We went on for a bit, back and forth and getting nowhere. He assured me that if he were to meet any of my gay friends (as if being gay is always as visible as a birthmark or a scar) he would still treat them with courtesy. I wonder if this is worse: closeted homophobia. It certainly feels worse to be on the receiving end.

For years now, I was certain my grandfather has been waiting for me to come out as a lesbian. I have never dated and never showed any interest in boys so therefore the only option for me was lesbianism, in his view. And after all these years he finally asked me the big question:

“Tell me, then are you gay?”

And I stared at him and kept my face blank. “No. No, I am not.” I came so close to following my statement and revealing the truth that No, I’m not gay, but I’m not straight either. 

I’m queer. I’m asexual. I won’t bring home a woman on my arm anymore than I will bring home a man. But I didn’t say any of this and, though I know how lucky I am to have my mother on my side, I felt shoved into the closet. My grandfather and my aunt are my only immediate family I have not yet come out to. I am fortunate that I can easily pass as being straight.

Still, I don’t think my grandfather believed me when I told him I’m not gay. He asked me later that day about when I would want to get married and I told him that I don’t want to get married. He didn’t press the issue then and told me it is my decision–though he would have been able to hold a lovely wedding reception. I was not surprised when he brought up the issue of my refusal to marry to my mother. Again, I see how damaging closeted homophobia is. I fear my grandfather will never see me the same way and, even worse, he will never tell me so and our anger and misunderstanding will simmer away under the surface.

I know I am not the only one to feel closeted and to be concerned about coming out. I know I am incredibly lucky to have my mother as my support network. I know I care about queer issues beyond my own sphere and this conversation with my grandfather really brought homophobia home for me.
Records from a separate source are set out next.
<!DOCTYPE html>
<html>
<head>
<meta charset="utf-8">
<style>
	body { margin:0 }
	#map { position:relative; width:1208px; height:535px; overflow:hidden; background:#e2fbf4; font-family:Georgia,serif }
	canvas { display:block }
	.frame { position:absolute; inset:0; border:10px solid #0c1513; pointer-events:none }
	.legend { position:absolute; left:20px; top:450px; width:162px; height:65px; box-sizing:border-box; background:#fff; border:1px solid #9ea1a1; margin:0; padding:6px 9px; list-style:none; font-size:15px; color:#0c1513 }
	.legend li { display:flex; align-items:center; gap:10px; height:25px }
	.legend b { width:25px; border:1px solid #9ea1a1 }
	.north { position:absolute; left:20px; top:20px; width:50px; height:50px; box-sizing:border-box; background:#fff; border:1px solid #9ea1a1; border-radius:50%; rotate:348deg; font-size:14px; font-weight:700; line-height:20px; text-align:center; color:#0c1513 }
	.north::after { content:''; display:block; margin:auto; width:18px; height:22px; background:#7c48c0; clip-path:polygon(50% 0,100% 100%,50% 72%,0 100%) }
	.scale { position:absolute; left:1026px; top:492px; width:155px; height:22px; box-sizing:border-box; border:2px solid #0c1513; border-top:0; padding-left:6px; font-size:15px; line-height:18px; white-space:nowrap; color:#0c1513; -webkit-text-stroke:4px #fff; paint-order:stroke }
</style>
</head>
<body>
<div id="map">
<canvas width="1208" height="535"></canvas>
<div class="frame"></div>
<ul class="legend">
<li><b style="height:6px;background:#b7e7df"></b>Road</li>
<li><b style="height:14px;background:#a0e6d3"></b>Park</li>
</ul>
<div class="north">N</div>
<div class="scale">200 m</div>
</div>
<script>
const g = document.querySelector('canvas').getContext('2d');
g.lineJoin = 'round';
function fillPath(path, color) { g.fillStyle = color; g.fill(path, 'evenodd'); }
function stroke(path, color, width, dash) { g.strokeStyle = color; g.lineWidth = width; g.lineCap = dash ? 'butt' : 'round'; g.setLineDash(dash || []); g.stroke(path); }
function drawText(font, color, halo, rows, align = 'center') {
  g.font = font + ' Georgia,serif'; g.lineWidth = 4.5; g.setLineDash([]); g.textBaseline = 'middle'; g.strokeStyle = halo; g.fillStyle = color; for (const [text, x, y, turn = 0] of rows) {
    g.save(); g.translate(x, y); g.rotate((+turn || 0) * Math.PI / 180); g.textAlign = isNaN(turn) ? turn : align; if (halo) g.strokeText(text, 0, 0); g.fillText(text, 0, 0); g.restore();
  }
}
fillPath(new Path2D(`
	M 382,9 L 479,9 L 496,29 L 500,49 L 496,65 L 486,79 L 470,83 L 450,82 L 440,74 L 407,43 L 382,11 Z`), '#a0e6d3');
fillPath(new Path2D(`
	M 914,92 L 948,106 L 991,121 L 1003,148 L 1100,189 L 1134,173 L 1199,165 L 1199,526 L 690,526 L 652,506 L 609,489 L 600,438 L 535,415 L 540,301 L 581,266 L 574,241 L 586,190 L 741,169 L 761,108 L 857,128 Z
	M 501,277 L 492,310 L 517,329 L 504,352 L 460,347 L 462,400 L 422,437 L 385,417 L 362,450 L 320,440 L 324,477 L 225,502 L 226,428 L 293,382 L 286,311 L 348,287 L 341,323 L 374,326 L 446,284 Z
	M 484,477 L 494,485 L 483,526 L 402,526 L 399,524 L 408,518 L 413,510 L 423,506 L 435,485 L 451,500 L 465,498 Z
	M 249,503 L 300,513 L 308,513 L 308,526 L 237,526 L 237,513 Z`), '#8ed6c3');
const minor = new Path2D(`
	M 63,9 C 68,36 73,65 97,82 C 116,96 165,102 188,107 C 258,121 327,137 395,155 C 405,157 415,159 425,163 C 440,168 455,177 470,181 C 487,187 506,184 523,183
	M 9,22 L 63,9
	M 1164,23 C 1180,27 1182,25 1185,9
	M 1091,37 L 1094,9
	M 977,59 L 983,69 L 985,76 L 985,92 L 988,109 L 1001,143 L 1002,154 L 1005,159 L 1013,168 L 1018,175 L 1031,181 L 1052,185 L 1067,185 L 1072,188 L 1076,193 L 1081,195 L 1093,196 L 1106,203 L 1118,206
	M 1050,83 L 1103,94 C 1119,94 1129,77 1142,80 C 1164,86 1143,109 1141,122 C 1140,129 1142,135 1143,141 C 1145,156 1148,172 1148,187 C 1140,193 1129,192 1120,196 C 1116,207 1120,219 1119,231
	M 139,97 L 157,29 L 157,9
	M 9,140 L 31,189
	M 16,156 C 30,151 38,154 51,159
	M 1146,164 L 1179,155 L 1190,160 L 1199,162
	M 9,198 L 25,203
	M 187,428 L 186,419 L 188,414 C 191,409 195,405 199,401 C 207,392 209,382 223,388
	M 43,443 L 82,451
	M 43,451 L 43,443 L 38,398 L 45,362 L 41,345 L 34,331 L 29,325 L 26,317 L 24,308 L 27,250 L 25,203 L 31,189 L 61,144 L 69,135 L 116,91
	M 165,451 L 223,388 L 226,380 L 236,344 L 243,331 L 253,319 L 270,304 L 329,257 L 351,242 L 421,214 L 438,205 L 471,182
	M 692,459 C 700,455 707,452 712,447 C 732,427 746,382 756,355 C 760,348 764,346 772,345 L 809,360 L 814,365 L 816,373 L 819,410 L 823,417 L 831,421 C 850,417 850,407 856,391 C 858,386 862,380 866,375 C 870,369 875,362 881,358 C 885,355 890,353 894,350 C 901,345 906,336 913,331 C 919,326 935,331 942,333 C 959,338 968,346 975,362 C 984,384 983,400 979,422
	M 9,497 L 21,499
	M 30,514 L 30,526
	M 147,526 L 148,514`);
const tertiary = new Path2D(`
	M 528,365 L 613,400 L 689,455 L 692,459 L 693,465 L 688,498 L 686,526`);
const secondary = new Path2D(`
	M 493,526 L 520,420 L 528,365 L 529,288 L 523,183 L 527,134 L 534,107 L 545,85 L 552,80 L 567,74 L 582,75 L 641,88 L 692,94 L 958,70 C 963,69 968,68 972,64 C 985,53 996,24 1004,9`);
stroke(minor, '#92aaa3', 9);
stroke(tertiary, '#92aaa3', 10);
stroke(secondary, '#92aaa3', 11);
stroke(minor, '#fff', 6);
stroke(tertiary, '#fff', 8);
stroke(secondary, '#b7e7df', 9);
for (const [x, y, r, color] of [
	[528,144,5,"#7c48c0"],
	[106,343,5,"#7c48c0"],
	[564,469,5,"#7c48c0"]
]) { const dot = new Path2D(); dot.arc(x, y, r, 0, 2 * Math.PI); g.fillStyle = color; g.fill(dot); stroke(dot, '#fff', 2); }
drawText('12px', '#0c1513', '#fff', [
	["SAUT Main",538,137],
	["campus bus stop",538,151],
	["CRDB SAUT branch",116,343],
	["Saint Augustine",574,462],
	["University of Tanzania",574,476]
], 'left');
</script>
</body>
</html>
I am even more dedicated to advocating for queer rights because no one deserves to suffer under homophobia or any other type of bigotry.

A few months ago I spoke on a “Queer + [Blank]” panel  where everyone who spoke came from a place of intersectionality. I have a shirt from the event that proudly displays “Queer + [Blank]” and I have yet to fill in my intersectionality because I am afraid to wear this short outside of my campus environment. When the panel was first being publicized I did not yet know that I was speaking and I talked with a queer friend of mine about the design for the shirts. She is very open about being a lesbian, but she said she had to ask herself whether or not she would want to walk down the street and have everyone know that she is queer. I agreed, but I felt I needed to do buy this shirt because I needed to embrace being queer as an essential part of my identity.

I do not know if I will come out to my grandfather anytime soon, but I will not get married–even if it means I stop entirely passing as straight.